▶ **What the task requires**: State how many lines in the listing below contain the word "active", with no other words.

▶ **Supplied entries**:
+===+
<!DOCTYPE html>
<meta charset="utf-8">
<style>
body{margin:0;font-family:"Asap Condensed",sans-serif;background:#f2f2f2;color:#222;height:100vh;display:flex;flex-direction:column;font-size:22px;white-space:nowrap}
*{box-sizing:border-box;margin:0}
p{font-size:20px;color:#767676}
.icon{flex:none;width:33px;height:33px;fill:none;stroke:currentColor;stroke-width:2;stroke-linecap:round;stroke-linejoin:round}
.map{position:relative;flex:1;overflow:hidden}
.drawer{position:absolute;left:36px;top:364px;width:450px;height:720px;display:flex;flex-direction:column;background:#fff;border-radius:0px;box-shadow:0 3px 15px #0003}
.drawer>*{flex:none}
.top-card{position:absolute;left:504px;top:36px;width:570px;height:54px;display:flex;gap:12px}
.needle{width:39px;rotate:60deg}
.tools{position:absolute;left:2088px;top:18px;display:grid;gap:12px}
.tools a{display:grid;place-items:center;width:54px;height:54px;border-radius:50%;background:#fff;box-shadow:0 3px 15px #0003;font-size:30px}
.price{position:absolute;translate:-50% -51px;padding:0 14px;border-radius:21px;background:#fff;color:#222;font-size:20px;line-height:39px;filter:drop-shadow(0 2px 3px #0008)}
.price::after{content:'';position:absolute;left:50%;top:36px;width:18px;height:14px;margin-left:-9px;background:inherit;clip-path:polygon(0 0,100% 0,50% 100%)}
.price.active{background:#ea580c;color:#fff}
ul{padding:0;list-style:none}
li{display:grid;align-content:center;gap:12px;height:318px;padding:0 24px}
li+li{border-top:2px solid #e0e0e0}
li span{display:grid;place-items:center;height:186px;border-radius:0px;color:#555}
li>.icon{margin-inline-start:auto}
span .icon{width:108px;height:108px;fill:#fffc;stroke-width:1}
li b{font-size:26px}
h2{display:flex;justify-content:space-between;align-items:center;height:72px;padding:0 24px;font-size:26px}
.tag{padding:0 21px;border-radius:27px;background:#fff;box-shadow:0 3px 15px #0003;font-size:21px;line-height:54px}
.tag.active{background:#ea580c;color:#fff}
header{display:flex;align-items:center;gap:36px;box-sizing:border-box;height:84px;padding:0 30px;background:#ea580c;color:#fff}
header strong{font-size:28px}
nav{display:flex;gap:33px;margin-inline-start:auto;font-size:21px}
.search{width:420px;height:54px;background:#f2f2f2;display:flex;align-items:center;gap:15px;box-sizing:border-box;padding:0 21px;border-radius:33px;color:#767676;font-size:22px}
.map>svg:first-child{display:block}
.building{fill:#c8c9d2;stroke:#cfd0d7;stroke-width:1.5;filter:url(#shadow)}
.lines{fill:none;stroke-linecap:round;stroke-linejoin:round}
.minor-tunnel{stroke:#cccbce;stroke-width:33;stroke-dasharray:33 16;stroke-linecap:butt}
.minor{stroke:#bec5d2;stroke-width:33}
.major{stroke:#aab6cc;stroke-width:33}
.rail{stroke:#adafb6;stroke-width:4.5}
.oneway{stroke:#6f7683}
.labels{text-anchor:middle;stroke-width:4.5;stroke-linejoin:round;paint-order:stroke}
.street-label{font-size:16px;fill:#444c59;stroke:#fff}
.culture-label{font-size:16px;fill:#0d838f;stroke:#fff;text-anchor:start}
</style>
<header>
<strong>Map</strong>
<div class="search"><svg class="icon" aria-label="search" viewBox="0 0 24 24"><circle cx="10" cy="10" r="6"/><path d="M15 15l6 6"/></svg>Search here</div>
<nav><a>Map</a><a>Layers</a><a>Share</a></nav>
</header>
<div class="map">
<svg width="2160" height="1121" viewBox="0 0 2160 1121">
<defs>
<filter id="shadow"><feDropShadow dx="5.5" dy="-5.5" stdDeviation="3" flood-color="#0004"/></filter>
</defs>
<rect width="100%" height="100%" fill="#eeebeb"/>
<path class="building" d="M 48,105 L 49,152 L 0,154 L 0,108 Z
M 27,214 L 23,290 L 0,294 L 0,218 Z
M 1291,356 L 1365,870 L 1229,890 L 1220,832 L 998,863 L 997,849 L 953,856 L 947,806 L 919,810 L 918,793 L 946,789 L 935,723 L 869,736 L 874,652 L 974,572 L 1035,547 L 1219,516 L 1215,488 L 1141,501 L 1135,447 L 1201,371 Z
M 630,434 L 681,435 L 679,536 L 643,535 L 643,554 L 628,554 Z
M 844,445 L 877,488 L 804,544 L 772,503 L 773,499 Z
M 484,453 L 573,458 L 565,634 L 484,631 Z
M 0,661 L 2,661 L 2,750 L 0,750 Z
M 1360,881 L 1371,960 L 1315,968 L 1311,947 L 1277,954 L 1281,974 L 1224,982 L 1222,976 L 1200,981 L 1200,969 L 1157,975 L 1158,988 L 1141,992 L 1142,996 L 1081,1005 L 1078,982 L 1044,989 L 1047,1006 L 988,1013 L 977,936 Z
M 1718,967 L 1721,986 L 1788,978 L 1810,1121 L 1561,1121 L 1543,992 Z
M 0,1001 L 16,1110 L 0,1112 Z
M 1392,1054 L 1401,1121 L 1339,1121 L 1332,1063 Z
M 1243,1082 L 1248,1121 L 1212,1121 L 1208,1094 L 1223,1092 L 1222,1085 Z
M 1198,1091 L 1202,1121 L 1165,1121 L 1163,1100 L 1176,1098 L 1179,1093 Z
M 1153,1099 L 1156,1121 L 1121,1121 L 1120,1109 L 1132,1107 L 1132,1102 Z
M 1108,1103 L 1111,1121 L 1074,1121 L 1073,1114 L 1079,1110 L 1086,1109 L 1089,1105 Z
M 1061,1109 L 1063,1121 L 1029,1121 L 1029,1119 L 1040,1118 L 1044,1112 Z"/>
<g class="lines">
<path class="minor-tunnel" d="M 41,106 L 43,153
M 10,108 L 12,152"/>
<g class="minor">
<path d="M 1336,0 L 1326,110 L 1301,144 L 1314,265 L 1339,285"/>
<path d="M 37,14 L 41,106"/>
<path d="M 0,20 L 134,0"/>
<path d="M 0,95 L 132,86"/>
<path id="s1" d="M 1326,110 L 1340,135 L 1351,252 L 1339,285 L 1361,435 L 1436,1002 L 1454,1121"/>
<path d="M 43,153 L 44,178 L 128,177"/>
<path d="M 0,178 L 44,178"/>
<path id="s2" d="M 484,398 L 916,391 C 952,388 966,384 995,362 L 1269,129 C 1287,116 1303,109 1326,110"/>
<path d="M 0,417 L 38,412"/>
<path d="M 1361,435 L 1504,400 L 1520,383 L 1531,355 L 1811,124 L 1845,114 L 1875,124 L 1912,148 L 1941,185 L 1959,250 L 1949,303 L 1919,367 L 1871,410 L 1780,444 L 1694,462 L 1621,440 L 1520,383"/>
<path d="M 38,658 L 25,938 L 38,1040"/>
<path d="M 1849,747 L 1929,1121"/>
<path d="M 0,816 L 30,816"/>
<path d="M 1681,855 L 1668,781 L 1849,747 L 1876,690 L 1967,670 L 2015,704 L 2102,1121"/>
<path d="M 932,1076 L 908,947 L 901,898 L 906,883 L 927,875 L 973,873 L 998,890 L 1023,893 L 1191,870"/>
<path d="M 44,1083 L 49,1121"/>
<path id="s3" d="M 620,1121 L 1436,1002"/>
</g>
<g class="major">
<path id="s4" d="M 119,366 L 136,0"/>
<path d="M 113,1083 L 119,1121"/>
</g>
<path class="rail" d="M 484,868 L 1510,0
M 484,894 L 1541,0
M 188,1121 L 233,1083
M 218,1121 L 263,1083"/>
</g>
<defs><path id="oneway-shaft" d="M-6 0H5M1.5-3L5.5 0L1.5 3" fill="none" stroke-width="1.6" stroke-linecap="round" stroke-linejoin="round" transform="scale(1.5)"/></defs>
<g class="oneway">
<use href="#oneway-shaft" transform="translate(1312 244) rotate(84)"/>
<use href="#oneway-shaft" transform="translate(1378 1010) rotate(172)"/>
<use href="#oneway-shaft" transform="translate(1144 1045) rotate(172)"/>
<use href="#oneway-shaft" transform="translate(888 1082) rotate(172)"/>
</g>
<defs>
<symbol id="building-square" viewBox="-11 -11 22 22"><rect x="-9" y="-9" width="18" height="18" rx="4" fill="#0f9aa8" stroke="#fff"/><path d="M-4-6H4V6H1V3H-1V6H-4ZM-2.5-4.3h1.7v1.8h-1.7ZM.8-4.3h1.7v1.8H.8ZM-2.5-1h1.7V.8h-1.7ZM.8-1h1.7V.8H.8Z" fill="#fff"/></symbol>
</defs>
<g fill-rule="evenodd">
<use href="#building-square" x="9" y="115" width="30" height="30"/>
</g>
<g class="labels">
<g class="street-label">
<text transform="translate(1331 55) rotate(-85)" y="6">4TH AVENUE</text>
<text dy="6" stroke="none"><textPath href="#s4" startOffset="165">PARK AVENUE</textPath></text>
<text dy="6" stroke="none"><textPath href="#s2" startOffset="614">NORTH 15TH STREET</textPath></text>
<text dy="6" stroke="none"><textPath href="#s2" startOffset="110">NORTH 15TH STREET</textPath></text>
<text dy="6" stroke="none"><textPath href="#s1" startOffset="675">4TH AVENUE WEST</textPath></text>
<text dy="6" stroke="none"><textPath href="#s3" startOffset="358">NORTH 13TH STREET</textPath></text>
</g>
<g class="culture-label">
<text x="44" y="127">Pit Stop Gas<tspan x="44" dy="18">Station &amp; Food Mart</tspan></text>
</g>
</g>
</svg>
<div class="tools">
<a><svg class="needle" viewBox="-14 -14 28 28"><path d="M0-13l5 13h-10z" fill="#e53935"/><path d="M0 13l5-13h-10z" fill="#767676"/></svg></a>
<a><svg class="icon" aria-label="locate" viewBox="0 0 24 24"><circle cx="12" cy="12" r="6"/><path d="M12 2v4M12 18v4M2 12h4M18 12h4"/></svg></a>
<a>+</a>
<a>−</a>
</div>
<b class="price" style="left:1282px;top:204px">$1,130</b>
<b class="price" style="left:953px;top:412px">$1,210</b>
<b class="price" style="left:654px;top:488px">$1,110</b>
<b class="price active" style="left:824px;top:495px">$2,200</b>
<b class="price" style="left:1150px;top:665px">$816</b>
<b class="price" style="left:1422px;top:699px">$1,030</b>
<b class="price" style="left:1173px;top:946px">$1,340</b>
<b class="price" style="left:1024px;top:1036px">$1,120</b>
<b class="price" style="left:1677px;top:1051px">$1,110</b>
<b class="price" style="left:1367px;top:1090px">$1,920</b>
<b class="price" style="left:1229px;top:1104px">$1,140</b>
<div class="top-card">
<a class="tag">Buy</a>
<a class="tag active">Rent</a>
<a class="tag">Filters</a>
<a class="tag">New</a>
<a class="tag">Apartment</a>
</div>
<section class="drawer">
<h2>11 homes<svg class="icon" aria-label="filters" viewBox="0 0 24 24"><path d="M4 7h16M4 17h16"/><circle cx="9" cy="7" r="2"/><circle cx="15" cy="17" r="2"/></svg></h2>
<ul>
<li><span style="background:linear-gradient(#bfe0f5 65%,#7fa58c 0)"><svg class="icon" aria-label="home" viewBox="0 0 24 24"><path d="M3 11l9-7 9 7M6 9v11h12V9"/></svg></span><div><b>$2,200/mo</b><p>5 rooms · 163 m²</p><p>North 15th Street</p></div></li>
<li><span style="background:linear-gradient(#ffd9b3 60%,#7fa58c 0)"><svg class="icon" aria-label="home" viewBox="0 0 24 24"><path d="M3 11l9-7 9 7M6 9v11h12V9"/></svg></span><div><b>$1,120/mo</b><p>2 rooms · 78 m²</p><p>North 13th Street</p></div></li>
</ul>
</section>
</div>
+===+
▶ **Task output**: 4